- Work to be completed -
The word to find is "weight". Copy each line of the material that contains it.

** Dataset content follows **

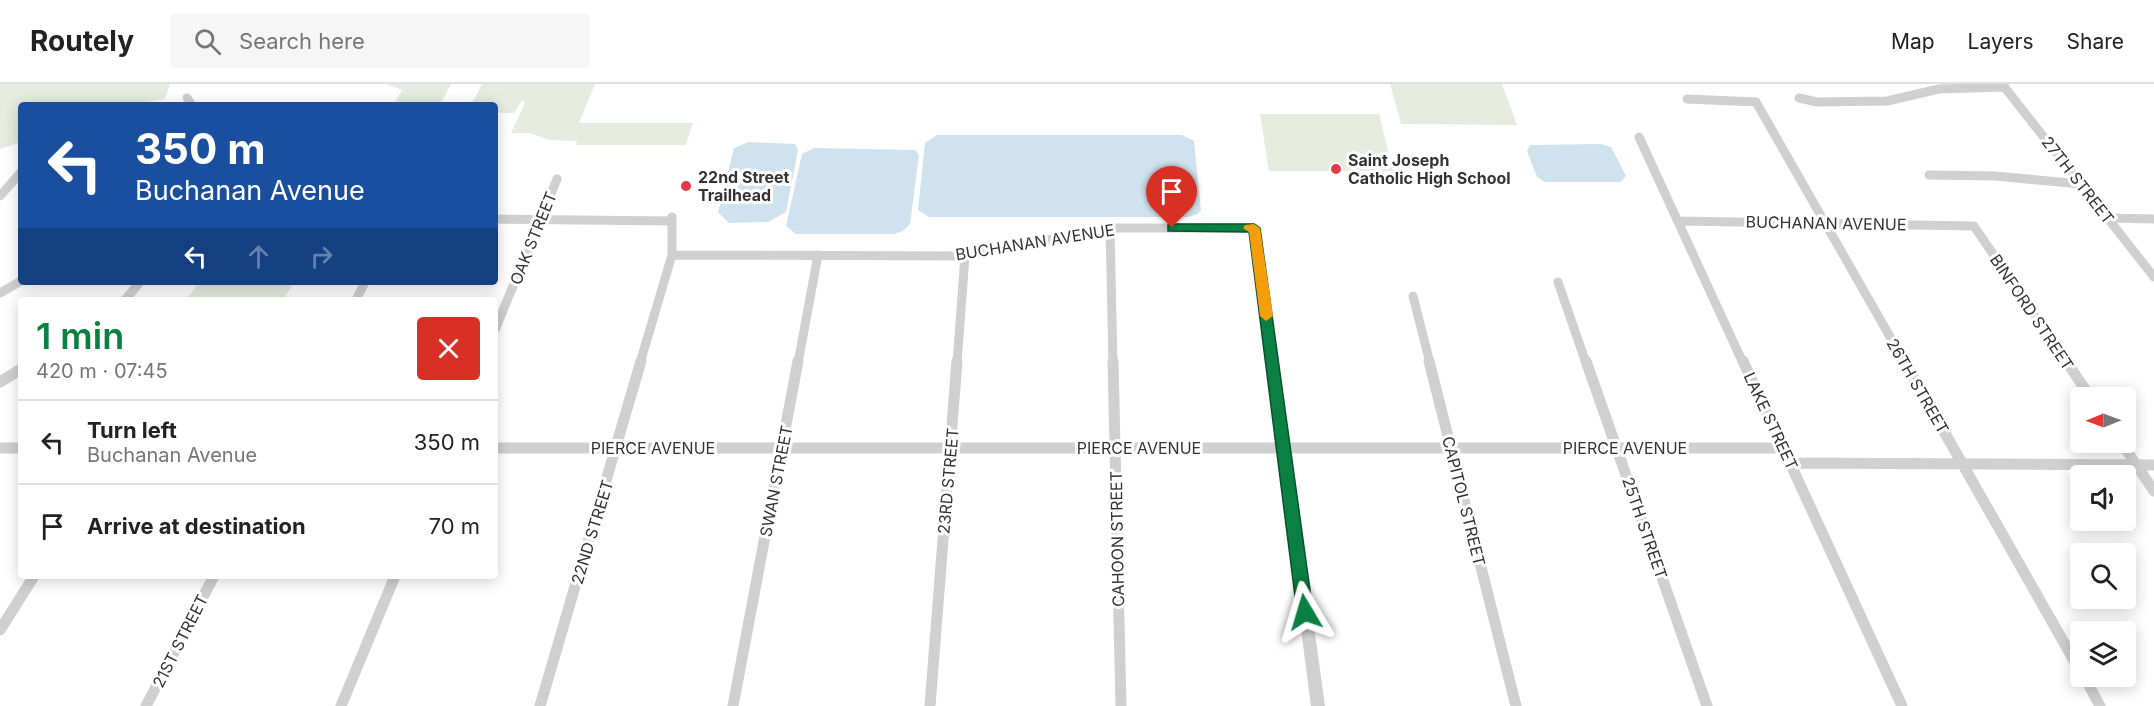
<!DOCTYPE html>
<html lang="en">
<head>
<meta charset="utf-8">
<style>
	body { margin:0; font-family:Inter,sans-serif; background:#f6f6f6; color:#222; height:100vh; display:flex; flex-direction:column; font-size:22px; white-space:nowrap }
	* { box-sizing:border-box; margin:0 }
	p { font-size:20px; color:#767676 }
	.icon { flex:none; width:33px; height:33px; fill:none; stroke:currentColor; stroke-width:2; stroke-linecap:round; stroke-linejoin:round }
	.map { position:relative; flex:1; overflow:hidden }
	.panel { position:absolute; left:18px; top:213px; width:480px; height:282px; display:flex; flex-direction:column; background:#fff; border-radius:6px; box-shadow:0 3px 15px #0003 }
	.panel>* { flex:none }
	.hud { position:absolute; left:18px; top:18px; width:480px; height:183px; border-radius:6px; box-shadow:0 3px 15px #0003; background:#1a4fa0; color:#fff; overflow:hidden }
	.needle { width:39px; rotate:269deg }
	.controls { position:absolute; left:2070px; top:303px; display:grid; gap:12px }
	.controls a { display:grid; place-items:center; width:66px; height:66px; border-radius:6px; background:#fff; box-shadow:0 3px 15px #0003; font-size:30px }
	.pin { position:absolute; display:grid; place-items:center; width:51px; height:51px; color:#fff; margin:-62px -26px; border-radius:50% 50% 50% 0; rotate:-45deg; box-shadow:0 0 6px #0007 }
	.pin .icon { rotate:45deg }
	.me { position:absolute; width:66px; margin:-33px; rotate:353deg; stroke-linejoin:round; filter:drop-shadow(0 0 4px #0008) }
	.turn { display:flex; align-items:center; gap:21px; height:126px; padding:0 18px; font-size:27px }
	.turn .icon { width:78px; height:78px; stroke-width:2.5 }
	.turn b { display:block; font-size:42px; line-height:51px }
	.lanes { display:flex; align-items:center; height:57px; padding:0 18px; background:#0003; justify-content:center; gap:30px; direction:ltr }
	.lanes .off { opacity:.35 }
	.round { display:grid; place-items:center; flex:none; width:63px; height:63px; border-radius:6px; background:#f6f6f6 }
	.overview { display:flex; align-items:center; justify-content:space-between; height:102px; padding:0 18px }
	h1 { font-size:36px; font-weight:600; line-height:45px; color:#0b8043 }
	ul { padding:0; list-style:none }
	li { display:flex; align-items:center; gap:18px; height:84px; padding:0 18px; border-top:2px solid #e0e0e0 }
	li div { flex:1 }
	li b { display:block; font-size:22px }
	li em { font-style:normal }
	header { display:flex; align-items:center; gap:36px; box-sizing:border-box; height:84px; padding:0 30px; background:#fff; border-bottom:2px solid #e0e0e0 }
	header strong { font-size:28px }
	nav { display:flex; gap:33px; margin-inline-start:auto; font-size:21px }
	.search { width:420px; height:54px; background:#f6f6f6; display:flex; align-items:center; gap:15px; box-sizing:border-box; padding:0 21px; border-radius:6px; color:#767676; font-size:22px }
	.map>svg:first-child { display:block }
	.green { fill:#e6ecdf }
	.water { fill:#cfe2ee }
	.lines { fill:none; stroke-linecap:round; stroke-linejoin:round }
	.minor-far1 { stroke:#d0d0d0; stroke-width:9 }
	.minor { stroke:#d0d0d0; stroke-width:11 }
	.tertiary { fill:#d0d0d0; fill-rule:evenodd }
	.route { fill:#0b8043; stroke:#07532c; stroke-width:1.5 }
	.slow { fill:#f59e0b }
	.poi-dot { fill:#e63946; stroke:#fff; stroke-width:2 }
	.labels { text-anchor:middle; dominant-baseline:central; stroke-width:6; stroke-linejoin:round; paint-order:stroke }
	.poi-label { font-size:16px; font-weight:bold; fill:#333; stroke:#fff; text-anchor:start }
	.street-label { font-size:16px; fill:#333; stroke:#fff }
</style>
</head>
<body>
<header>
<strong>Routely</strong>
<div class="search"><svg class="icon" aria-label="search" viewBox="0 0 24 24"><circle cx="10" cy="10" r="6"/><path d="M15 15l6 6"/></svg>Search here</div>
<nav><a>Map</a><a>Layers</a><a>Share</a></nav>
</header>
<div class="map">
<svg width="2154" height="622" viewBox="0 0 2154 622">
	<rect width="100%" height="100%" fill="#fff"/>
	<path class="green" d="M0,0H170L165,15L127,21H21V58L0,65Z
		M387,0H451L440,21H393L402,6Z
		M482,0H595L579,39H693L686,61H576L577,57L550,56L529,49H511L525,19L522,16L514,29H495V21H471Z
		M1390,0H1502L1517,41L1401,40Z
		M1260,30H1379L1393,87H1269Z
		M198,198H294L283,216H187Z"/>
	<path class="water" d="M937,51H1182L1194,57L1201,126L1198,130L1188,133H929L918,126L925,59Z
		M749,58L795,60L798,66L786,128L768,138L729,139L718,128L734,64Z
		M1601,60L1611,63L1626,92L1621,98H1545L1537,93L1527,67L1530,61Z
		M814,64L915,66L919,71L910,140L903,147L894,150H796L786,142L802,70Z"/>
	<g class="lines">
		<path class="minor-far1" d="M2002,0L2154,193
			M187,14L192,21
			M1799,14L1817,18L1887,17L1939,5L2005,3
			M1687,15L1756,18L1905,279
			M1639,53L1743,279
			M1929,91L1995,92L2081,100
			M0,112L21,88
			M2108,134L2154,135
			M495,135L672,137
			M1678,137L1974,142L2067,279
			M1110,144L1113,279
			M672,171L965,172L1110,144H1254
			M1558,198L1586,279
			M0,209L21,197
			M1413,212L1430,279
			M125,216L140,198
			M356,216L365,198
			M495,246L557,95
			M640,279L672,171V133
			M798,279L818,171
			M957,279L965,172"/>
		<path class="minor" d="M1113,277L1121,622
			M1429,277L1516,622
			M1586,277L1707,622
			M1743,277L1902,622
			M1904,277L2080,587
			M2066,277L2091,314
			M0,298L21,285
			M2121,358L2154,407
			M0,364H21
			M495,364H1783
			M1790,379L2154,381
			M0,546L34,492
			M2084,592L2100,622
			M146,622L214,492
			M341,622L395,492
			M540,622L641,277
			M733,622L798,277
			M930,622L957,277"/>
		<path class="tertiary" d="M1254,140L1259,144L1325,622H1311L1249,144Z"/>
	</g>
	<path class="route" d="M1172,140H1254L1260,144L1313,528L1311,533L1305,535L1300,533L1297,528L1249,148L1168,147V141Z"/>
	<path class="slow" d="M1254,140L1260,144L1273,232L1266,237L1260,232L1249,148L1243,144L1245,141Z"/>
	<g class="poi-dot">
		<circle cx="1336" cy="85" r="6"/>
		<circle cx="686" cy="102" r="6"/>
	</g>
	<g class="labels">
		<g class="poi-label">
			<text x="1348" y="76">Saint Joseph<tspan x="1348" dy="18">Catholic High School</tspan></text>
			<text x="698" y="93">22nd Street<tspan x="698" dy="18">Trailhead</tspan></text>
		</g>
		<g class="street-label">
			<text transform="translate(2078 96) rotate(52)">27TH STREET</text>
			<text transform="translate(1826 139) rotate(1)">BUCHANAN AVENUE</text>
			<text transform="translate(533 154) rotate(-68)">OAK STREET</text>
			<text transform="translate(1035 158) rotate(-9)">BUCHANAN AVENUE</text>
			<text transform="translate(2032 228) rotate(56)">BINFORD STREET</text>
			<text transform="translate(1918 302) rotate(60)">26TH STREET</text>
			<text transform="translate(1771 337) rotate(65)">LAKE STREET</text>
			<text x="653" y="364">PIERCE AVENUE</text>
			<text x="1139" y="364">PIERCE AVENUE</text>
			<text x="1625" y="364">PIERCE AVENUE</text>
			<text transform="translate(776 397) rotate(-79)">SWAN STREET</text>
			<text transform="translate(948 397) rotate(-85)">23RD STREET</text>
			<text transform="translate(1464 417) rotate(76)">CAPITOL STREET</text>
			<text transform="translate(1645 444) rotate(71)">25TH STREET</text>
			<text transform="translate(592 448) rotate(-73)">22ND STREET</text>
			<text transform="translate(1117 455) rotate(-91)">CAHOON STREET</text>
			<text transform="translate(180 557) rotate(-63)">21ST STREET</text>
		</g>
	</g>
</svg>
<div class="controls">
<a><svg class="needle" viewBox="-14 -14 28 28"><path d="M0-13l5 13h-10z" fill="#e53935"/><path d="M0 13l5-13h-10z" fill="#767676"/></svg></a>
<a><svg class="icon" aria-label="sound" viewBox="0 0 24 24"><path d="M4 9h4l5-4v14l-5-4H4zM17 9q2 3 0 6"/></svg></a>
<a><svg class="icon" aria-label="search" viewBox="0 0 24 24"><circle cx="10" cy="10" r="6"/><path d="M15 15l6 6"/></svg></a>
<a><svg class="icon" aria-label="layers" viewBox="0 0 24 24"><path d="M12 4l9 5-9 5-9-5zM3 14l9 5 9-5"/></svg></a>
</div>
<div class="pin" style="left:1172px;top:144px;background:#d93025"><svg class="icon" aria-label="arrive" viewBox="0 0 24 24"><path d="M6 21V4h12l-3 4 3 4H6"/></svg></div>
<svg class="me" style="left:1305px;top:528px" viewBox="-20 -20 40 40"><path d="M0-17L14 15 0 8-14 15z" fill="#0b8043" stroke="#fff" stroke-width="4"/></svg>
<div class="hud">
<div class="turn"><svg class="icon" aria-label="left" viewBox="0 0 24 24"><path d="M17 20v-9H6M10 6l-5 5 5 5"/></svg><div><b>350 m</b>Buchanan Avenue</div></div>
<div class="lanes"><svg class="icon" aria-label="left" viewBox="0 0 24 24"><path d="M17 20v-9H6M10 6l-5 5 5 5"/></svg><svg class="icon off" aria-label="ahead" viewBox="0 0 24 24"><path d="M12 20V5M6 11l6-6 6 6"/></svg><svg class="icon off" aria-label="right" viewBox="0 0 24 24"><path d="M7 20v-9h11M14 6l5 5-5 5"/></svg></div>
</div>
<section class="panel">
<div class="overview"><div><h1>1 min</h1><p>420 m · 07:45</p></div><a class="round" style="background:#d93025;color:#fff"><svg class="icon" aria-label="close" viewBox="0 0 24 24"><path d="M6 6l12 12M18 6L6 18"/></svg></a></div>
<ul>
<li><svg class="icon" aria-label="left" viewBox="0 0 24 24"><path d="M17 20v-9H6M10 6l-5 5 5 5"/></svg><div><b>Turn left</b><p>Buchanan Avenue</p></div><em>350 m</em></li>
<li><svg class="icon" aria-label="arrive" viewBox="0 0 24 24"><path d="M6 21V4h12l-3 4 3 4H6"/></svg><div><b>Arrive at destination</b></div><em>70 m</em></li>
</ul>
</section>
</div>
</body>
</html>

** End of Dataset content **

- Response -
	h1 { font-size:36px; font-weight:600; line-height:45px; color:#0b8043 }
	.poi-label { font-size:16px; font-weight:bold; fill:#333; stroke:#fff; text-anchor:start }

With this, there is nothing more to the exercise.